#### What the task asks
Could you filter the listing for lines with the word "serif" and return them?

#### Exercise material
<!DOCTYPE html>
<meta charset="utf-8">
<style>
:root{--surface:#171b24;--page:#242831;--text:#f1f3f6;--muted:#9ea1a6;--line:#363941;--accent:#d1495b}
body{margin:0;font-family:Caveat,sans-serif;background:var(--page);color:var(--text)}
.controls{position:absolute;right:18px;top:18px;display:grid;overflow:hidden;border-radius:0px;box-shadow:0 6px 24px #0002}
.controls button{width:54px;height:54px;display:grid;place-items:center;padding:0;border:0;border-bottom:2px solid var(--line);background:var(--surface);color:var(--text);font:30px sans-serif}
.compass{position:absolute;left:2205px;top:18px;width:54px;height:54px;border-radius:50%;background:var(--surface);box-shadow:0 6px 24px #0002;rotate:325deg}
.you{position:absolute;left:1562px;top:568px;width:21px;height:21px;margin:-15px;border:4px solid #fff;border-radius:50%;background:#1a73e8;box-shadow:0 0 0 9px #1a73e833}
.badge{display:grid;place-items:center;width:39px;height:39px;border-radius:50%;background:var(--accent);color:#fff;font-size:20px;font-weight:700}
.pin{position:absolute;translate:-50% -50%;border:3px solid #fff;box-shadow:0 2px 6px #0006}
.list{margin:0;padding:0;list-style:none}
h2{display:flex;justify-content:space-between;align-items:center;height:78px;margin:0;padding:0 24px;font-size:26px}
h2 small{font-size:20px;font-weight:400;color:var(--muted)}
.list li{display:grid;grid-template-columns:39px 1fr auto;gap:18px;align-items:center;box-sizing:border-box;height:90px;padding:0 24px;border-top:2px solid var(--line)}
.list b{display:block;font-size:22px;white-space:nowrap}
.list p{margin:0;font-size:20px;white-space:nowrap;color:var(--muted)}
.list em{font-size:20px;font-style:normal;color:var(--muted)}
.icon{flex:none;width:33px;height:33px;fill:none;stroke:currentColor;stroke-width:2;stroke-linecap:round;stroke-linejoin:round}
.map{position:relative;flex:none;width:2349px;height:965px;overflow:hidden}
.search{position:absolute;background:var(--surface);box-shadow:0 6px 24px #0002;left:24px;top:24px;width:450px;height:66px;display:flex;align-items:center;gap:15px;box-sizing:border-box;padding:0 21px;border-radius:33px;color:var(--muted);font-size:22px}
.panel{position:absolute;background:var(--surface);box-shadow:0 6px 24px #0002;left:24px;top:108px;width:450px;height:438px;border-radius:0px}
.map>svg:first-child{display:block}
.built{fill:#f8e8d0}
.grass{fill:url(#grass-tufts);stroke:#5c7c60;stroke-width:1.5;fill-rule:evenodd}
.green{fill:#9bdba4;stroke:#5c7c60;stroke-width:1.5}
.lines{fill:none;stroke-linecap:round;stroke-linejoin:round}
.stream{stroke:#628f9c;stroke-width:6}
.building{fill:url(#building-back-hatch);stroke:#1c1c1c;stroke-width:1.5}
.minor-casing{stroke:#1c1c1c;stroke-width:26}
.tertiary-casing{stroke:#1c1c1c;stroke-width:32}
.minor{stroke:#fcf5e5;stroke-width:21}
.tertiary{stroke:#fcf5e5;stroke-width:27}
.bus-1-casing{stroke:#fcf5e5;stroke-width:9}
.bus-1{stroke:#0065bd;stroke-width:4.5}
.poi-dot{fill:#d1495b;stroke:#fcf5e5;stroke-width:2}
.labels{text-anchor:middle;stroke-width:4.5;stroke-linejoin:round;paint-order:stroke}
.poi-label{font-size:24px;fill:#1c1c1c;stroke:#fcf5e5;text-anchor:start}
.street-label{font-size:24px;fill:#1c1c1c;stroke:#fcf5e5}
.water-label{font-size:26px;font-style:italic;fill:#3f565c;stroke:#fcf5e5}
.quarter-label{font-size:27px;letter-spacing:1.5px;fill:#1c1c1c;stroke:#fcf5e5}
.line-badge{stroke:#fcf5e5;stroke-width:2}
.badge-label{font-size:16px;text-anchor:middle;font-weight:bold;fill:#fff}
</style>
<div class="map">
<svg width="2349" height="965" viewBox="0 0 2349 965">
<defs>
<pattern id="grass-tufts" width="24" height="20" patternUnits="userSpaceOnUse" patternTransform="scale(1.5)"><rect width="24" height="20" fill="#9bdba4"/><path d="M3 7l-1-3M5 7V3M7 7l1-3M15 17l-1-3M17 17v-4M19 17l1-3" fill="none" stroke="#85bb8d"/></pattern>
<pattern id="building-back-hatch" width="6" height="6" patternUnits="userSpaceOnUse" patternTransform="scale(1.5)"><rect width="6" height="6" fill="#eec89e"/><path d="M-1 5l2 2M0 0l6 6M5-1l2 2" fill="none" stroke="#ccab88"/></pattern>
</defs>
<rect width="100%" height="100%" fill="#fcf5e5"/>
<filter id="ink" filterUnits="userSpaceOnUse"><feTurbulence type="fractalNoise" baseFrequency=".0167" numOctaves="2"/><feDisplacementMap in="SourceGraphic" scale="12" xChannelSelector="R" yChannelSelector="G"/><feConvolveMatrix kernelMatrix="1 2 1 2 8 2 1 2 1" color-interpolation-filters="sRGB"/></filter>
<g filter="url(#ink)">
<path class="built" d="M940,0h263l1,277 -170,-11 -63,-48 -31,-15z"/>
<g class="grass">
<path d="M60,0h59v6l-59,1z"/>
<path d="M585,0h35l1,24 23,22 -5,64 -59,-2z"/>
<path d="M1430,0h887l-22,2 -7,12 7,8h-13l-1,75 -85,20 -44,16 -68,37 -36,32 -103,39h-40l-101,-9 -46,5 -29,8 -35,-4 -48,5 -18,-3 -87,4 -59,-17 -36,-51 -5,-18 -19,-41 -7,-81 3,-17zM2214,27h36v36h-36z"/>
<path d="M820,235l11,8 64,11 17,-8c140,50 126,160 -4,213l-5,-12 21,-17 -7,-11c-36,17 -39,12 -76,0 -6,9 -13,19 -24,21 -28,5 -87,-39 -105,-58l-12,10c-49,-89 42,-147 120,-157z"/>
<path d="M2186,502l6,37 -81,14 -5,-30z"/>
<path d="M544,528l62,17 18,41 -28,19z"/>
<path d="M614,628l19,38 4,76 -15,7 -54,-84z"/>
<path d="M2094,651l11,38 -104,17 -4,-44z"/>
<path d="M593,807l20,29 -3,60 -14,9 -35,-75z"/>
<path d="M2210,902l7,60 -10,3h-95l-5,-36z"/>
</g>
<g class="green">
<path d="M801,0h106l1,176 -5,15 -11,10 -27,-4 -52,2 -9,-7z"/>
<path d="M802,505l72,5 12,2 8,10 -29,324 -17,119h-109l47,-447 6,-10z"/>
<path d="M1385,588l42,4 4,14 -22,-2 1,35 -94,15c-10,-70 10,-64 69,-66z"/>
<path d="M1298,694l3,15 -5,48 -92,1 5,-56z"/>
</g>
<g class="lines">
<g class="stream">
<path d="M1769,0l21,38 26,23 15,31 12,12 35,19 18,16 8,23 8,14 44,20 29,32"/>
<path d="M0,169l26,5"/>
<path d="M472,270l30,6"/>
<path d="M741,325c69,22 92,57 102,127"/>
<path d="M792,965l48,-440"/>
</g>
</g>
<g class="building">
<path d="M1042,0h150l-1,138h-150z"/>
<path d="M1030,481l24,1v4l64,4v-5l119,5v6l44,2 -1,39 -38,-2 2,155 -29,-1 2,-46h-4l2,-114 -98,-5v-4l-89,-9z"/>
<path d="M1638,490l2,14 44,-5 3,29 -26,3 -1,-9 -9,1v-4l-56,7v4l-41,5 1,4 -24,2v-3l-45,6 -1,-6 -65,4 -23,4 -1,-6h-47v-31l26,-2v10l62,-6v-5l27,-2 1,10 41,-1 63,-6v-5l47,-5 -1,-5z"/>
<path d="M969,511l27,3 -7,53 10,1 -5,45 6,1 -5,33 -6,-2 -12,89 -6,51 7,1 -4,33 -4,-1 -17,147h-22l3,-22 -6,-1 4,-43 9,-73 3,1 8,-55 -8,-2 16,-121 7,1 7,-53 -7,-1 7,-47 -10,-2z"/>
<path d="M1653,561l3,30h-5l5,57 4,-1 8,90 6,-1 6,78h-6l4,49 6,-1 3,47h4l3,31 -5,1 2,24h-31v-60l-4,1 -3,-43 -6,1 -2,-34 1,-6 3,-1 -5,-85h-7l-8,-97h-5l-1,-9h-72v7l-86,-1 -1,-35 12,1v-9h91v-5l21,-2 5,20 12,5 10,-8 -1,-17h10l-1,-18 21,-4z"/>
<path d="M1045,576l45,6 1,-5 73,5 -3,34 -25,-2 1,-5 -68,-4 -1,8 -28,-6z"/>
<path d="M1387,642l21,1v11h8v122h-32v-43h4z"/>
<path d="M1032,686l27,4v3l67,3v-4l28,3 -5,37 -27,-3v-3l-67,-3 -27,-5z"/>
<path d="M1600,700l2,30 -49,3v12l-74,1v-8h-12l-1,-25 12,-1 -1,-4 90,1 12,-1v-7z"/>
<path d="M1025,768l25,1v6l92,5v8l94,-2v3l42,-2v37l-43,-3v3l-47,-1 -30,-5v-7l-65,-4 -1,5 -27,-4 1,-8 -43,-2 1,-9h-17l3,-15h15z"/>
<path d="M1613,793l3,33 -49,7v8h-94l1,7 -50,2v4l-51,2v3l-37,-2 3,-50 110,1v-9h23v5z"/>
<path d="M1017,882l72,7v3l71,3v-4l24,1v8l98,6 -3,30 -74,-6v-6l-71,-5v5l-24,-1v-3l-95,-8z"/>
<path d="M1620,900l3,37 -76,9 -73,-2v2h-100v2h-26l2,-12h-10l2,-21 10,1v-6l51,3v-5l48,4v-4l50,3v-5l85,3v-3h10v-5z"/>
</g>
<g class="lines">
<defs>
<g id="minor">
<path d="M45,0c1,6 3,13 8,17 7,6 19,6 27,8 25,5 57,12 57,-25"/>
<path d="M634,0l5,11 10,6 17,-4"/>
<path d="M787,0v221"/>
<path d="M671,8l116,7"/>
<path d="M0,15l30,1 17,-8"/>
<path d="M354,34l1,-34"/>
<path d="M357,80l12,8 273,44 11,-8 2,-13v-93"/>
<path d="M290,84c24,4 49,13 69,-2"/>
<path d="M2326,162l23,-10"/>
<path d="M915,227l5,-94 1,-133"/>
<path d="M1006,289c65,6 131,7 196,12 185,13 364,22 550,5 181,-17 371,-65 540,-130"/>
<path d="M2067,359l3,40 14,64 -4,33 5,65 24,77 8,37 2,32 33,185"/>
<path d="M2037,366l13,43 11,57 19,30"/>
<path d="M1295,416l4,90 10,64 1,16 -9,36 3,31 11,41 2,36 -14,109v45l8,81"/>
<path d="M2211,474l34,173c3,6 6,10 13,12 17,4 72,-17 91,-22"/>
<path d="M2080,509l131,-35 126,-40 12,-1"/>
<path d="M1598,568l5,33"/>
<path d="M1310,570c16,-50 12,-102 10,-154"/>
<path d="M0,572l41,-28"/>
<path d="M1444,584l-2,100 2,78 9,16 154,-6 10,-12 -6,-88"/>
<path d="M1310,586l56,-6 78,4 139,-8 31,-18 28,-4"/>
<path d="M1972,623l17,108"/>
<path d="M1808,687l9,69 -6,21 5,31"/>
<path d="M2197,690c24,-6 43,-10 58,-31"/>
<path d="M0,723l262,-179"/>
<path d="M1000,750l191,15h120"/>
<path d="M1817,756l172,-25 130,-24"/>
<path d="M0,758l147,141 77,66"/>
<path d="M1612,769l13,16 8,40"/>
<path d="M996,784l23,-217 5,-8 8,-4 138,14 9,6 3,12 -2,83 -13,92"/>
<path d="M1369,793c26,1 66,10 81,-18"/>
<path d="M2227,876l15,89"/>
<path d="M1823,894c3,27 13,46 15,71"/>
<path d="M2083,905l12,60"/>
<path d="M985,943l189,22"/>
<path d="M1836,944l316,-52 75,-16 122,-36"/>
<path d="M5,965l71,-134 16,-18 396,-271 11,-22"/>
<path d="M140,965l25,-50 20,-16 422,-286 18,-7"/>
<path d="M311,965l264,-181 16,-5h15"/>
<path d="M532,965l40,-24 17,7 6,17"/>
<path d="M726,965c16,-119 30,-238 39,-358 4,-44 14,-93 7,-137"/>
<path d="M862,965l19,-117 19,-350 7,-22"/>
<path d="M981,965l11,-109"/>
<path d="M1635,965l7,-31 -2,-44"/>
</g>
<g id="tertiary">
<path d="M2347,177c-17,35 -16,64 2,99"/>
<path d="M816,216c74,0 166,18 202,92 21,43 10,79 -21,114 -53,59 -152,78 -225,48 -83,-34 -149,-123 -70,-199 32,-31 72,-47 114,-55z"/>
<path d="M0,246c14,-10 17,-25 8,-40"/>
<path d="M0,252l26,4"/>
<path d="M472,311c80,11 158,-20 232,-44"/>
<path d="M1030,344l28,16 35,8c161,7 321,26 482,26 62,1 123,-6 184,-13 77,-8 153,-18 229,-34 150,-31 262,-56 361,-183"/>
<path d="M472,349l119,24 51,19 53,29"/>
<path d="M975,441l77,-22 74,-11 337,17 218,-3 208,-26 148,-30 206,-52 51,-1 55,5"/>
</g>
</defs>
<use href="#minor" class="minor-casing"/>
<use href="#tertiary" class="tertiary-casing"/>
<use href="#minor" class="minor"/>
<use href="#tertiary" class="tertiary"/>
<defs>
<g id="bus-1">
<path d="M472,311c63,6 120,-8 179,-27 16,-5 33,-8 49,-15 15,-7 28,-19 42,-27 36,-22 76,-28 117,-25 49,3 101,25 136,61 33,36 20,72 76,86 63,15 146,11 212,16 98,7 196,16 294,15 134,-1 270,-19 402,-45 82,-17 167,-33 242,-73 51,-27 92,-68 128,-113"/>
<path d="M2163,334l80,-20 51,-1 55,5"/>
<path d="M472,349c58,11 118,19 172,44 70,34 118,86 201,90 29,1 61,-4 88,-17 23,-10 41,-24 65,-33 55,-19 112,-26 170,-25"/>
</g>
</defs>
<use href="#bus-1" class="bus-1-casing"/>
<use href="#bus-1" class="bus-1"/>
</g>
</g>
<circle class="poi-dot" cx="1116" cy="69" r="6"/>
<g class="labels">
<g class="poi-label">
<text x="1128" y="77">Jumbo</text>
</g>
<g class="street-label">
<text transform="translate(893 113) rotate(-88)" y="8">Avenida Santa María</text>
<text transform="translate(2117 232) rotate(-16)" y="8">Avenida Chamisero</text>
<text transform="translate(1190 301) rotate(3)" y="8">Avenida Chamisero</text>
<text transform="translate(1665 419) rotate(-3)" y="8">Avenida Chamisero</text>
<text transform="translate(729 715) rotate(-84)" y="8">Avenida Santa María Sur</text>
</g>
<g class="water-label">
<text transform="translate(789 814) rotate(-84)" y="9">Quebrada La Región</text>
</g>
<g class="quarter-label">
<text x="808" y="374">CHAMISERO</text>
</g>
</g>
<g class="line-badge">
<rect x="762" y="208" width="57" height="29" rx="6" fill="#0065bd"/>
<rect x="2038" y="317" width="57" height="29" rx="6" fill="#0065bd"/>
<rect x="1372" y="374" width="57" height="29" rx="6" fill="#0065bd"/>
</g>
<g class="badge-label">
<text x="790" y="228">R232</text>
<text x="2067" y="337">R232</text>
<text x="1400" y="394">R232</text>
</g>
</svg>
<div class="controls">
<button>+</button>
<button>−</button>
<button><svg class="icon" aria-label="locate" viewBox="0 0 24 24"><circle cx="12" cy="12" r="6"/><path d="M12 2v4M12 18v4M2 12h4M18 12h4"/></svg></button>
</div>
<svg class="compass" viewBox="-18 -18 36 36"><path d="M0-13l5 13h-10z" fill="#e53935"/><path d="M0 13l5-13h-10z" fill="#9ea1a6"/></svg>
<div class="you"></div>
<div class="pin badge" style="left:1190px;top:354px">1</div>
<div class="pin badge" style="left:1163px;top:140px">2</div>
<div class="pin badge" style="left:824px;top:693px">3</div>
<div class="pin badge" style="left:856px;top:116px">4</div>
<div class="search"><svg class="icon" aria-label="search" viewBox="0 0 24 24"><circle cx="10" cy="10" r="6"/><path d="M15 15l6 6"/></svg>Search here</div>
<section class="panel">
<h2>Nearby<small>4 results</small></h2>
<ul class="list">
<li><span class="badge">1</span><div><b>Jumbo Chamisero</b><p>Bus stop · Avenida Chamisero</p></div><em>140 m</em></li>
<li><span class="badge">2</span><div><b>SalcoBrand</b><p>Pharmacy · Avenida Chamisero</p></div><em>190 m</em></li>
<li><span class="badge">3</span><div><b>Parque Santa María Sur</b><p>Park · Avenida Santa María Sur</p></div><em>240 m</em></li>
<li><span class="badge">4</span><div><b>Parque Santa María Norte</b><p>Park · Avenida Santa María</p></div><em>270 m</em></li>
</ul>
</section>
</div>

#### Reply
body{margin:0;font-family:Caveat,sans-serif;background:var(--page);color:var(--text)}
.controls button{width:54px;height:54px;display:grid;place-items:center;padding:0;border:0;border-bottom:2px solid var(--line);background:var(--surface);color:var(--text);font:30px sans-serif}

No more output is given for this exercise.